Every line below that contains the word "margin" must be copied.

Source material Start Marker

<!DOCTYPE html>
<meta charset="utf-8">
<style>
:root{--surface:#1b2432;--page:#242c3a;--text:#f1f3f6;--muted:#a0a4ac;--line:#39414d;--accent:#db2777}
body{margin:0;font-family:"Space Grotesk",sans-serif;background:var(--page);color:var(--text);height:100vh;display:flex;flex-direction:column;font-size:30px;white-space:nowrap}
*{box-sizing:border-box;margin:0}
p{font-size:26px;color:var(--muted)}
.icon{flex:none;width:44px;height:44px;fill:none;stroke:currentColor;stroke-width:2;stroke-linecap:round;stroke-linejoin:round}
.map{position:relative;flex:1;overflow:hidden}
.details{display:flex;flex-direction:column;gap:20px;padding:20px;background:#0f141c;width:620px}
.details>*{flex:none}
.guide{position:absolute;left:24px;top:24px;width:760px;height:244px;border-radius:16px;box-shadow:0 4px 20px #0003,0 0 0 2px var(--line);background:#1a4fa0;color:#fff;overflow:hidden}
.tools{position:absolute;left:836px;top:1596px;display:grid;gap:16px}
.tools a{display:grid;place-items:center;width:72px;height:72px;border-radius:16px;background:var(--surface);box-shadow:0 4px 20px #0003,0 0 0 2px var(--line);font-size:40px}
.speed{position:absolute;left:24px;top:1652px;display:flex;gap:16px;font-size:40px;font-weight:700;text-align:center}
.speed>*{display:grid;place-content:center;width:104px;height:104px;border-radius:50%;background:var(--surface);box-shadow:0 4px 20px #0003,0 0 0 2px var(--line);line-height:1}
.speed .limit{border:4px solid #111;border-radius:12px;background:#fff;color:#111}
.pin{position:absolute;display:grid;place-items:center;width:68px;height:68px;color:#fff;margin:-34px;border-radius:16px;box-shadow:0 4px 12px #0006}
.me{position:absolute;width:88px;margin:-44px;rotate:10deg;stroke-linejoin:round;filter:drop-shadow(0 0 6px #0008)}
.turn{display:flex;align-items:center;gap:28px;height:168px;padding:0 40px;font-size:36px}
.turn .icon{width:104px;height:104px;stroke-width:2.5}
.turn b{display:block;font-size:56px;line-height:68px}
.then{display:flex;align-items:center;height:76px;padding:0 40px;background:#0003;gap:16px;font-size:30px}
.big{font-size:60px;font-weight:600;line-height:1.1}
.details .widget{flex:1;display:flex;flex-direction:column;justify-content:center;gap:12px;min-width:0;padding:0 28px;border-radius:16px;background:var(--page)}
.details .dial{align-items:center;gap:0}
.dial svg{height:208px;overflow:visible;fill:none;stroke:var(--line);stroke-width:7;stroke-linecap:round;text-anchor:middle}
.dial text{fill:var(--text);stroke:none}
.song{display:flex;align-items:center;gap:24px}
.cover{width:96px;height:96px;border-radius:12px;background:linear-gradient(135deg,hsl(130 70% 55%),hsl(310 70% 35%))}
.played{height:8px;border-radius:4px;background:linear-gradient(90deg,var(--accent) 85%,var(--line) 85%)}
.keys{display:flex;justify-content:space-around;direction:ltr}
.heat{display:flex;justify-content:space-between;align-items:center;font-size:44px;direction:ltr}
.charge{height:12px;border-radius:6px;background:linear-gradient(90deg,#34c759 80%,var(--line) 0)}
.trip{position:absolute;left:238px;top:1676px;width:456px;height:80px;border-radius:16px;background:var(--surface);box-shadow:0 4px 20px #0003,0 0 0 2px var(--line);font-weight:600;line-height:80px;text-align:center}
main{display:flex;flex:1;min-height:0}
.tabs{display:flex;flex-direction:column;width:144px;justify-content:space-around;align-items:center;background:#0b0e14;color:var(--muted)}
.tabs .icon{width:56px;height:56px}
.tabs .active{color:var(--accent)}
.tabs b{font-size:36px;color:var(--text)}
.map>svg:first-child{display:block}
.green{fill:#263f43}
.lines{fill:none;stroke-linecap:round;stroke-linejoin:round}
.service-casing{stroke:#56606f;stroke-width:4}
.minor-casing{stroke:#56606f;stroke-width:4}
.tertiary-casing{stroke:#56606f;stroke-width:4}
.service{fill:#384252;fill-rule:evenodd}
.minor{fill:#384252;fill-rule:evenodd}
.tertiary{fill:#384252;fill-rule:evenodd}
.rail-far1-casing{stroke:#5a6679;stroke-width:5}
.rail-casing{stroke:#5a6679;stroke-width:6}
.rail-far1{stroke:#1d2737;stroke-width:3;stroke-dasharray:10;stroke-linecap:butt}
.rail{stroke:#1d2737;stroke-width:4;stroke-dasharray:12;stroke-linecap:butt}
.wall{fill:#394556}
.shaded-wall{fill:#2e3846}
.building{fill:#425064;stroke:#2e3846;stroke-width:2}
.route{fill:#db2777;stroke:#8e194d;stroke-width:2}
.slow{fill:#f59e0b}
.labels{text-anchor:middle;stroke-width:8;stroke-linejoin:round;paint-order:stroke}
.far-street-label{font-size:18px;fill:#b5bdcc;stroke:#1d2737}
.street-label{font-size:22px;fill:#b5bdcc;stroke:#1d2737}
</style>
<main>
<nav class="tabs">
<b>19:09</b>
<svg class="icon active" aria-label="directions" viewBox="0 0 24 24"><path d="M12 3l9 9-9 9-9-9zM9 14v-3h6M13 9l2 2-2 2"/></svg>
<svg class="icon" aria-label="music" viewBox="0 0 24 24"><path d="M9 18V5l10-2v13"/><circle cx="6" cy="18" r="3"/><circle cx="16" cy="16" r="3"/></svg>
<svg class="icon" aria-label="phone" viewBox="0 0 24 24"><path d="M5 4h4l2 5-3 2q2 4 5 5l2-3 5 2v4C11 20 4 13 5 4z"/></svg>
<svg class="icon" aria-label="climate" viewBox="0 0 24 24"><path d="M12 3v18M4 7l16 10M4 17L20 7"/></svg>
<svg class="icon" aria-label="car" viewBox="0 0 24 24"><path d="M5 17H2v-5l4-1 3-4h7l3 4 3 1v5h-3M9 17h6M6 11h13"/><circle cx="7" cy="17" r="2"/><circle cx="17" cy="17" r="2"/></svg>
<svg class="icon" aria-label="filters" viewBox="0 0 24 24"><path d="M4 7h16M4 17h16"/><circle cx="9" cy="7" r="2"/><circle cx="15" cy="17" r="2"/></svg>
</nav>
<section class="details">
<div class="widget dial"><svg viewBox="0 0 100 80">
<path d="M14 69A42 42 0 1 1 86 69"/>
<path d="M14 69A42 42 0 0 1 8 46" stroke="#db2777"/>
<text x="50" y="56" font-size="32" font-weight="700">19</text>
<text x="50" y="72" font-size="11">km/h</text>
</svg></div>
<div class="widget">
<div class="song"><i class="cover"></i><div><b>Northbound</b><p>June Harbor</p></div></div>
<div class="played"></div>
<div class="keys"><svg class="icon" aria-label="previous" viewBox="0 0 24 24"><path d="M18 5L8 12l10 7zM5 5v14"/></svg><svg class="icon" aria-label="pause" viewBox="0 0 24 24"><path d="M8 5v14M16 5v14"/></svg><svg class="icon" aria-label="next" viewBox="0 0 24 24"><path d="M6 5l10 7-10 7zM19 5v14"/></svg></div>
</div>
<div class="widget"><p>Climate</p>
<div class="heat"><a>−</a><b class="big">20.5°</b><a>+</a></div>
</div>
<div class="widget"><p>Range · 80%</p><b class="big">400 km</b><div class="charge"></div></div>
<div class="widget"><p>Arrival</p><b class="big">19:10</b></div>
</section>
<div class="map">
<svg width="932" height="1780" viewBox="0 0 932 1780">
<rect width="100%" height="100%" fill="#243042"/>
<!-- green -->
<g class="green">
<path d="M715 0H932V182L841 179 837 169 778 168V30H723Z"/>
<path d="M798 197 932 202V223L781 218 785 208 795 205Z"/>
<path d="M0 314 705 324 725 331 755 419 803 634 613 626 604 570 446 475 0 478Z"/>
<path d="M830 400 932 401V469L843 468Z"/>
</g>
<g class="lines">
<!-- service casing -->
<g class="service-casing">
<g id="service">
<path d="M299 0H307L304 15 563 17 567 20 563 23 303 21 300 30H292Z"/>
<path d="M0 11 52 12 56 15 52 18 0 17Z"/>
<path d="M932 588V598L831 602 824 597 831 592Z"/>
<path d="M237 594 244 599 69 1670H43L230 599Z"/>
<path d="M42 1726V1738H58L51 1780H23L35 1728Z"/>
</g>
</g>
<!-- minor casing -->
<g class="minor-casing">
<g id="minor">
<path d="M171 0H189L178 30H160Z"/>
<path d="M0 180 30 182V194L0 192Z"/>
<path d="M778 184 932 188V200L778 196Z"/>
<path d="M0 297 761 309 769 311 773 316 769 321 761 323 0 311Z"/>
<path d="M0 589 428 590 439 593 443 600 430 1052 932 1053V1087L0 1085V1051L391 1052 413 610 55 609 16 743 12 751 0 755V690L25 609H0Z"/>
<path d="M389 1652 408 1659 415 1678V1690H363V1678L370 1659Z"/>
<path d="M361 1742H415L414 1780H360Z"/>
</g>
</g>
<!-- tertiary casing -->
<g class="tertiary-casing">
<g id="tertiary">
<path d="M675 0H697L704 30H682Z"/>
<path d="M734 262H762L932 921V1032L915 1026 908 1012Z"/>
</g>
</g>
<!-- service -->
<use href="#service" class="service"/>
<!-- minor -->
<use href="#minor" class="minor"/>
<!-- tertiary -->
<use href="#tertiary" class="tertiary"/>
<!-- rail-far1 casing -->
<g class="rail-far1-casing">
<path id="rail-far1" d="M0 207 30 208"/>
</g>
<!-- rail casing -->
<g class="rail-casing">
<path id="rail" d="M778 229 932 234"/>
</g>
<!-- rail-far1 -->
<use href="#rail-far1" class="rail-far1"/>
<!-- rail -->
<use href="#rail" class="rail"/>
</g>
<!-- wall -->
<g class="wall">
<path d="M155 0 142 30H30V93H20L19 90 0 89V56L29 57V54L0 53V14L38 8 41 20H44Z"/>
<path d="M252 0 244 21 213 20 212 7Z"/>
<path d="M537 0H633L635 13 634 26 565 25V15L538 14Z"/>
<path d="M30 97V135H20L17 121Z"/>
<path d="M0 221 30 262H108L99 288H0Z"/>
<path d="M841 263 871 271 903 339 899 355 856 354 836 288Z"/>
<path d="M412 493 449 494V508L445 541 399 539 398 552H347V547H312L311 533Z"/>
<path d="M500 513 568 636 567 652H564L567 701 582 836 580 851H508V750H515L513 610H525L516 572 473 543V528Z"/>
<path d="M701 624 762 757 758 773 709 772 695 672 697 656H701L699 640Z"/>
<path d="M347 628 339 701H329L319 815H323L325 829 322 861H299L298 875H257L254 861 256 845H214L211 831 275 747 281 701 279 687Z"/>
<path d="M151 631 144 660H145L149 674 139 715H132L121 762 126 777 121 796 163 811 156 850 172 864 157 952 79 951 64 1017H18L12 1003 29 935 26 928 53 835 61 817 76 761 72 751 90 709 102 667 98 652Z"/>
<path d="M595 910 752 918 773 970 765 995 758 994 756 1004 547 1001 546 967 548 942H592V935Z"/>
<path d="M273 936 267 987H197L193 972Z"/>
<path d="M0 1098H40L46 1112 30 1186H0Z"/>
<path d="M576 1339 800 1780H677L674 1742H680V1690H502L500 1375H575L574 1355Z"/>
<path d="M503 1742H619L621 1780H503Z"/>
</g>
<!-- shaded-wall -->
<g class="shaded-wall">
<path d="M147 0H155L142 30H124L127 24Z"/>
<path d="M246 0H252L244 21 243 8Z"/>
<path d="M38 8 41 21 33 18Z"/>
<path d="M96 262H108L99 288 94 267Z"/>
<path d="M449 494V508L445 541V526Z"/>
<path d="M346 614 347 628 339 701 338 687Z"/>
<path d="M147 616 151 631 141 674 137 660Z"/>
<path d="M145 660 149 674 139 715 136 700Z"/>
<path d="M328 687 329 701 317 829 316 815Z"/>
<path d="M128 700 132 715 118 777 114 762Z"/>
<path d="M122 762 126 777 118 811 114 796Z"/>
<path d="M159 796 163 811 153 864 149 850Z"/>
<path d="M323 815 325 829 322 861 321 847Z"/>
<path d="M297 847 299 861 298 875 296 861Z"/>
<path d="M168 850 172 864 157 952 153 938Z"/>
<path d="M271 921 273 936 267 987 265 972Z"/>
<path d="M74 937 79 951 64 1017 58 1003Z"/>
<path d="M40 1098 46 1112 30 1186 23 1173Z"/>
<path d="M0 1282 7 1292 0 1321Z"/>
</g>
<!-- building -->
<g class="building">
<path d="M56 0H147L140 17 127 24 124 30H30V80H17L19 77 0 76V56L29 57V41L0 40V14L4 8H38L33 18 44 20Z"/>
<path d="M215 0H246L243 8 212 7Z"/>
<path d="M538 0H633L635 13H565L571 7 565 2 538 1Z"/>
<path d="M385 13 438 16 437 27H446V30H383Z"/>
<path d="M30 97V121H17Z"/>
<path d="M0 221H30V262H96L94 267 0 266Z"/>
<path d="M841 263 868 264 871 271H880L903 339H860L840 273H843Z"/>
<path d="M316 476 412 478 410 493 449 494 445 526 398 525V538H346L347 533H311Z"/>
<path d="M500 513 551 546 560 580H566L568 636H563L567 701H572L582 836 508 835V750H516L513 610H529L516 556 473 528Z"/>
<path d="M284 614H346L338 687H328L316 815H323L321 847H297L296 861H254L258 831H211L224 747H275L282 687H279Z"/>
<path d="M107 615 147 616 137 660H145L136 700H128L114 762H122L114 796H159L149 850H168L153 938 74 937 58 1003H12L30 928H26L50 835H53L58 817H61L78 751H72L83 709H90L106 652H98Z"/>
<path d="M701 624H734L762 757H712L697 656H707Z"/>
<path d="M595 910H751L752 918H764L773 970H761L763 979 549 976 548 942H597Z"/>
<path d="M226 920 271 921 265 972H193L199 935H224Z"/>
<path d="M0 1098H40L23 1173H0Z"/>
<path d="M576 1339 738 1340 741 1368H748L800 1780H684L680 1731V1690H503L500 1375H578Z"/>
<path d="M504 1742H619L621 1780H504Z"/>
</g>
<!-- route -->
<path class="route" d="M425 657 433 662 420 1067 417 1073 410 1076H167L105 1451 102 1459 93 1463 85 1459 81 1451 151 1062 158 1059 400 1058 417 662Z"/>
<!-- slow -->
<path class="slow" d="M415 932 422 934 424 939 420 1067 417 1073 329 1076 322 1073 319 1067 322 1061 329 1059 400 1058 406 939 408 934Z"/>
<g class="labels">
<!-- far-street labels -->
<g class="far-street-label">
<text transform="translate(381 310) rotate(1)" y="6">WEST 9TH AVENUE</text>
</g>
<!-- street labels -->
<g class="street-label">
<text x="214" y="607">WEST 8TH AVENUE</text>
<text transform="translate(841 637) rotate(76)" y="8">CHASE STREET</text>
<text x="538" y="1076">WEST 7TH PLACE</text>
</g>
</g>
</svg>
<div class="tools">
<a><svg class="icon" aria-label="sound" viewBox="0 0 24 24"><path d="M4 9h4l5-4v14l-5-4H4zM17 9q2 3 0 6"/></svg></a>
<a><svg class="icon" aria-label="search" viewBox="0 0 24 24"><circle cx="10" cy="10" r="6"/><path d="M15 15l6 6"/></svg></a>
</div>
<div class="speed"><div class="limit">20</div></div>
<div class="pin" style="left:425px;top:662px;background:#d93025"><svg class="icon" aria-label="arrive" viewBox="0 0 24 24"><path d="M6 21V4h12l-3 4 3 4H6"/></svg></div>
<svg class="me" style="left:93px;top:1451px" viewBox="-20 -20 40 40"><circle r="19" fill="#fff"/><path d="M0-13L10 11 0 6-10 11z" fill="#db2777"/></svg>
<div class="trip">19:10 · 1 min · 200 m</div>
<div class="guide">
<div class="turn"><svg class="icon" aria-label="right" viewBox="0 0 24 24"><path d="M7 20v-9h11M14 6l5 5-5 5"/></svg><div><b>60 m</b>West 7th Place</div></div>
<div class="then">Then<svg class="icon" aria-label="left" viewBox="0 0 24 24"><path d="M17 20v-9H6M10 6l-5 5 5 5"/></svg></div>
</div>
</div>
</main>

Source material End Marker

Solution for this exercise
body{margin:0;font-family:"Space Grotesk",sans-serif;background:var(--page);color:var(--text);height:100vh;display:flex;flex-direction:column;font-size:30px;white-space:nowrap}
*{box-sizing:border-box;margin:0}
.pin{position:absolute;display:grid;place-items:center;width:68px;height:68px;color:#fff;margin:-34px;border-radius:16px;box-shadow:0 4px 12px #0006}
.me{position:absolute;width:88px;margin:-44px;rotate:10deg;stroke-linejoin:round;filter:drop-shadow(0 0 6px #0008)}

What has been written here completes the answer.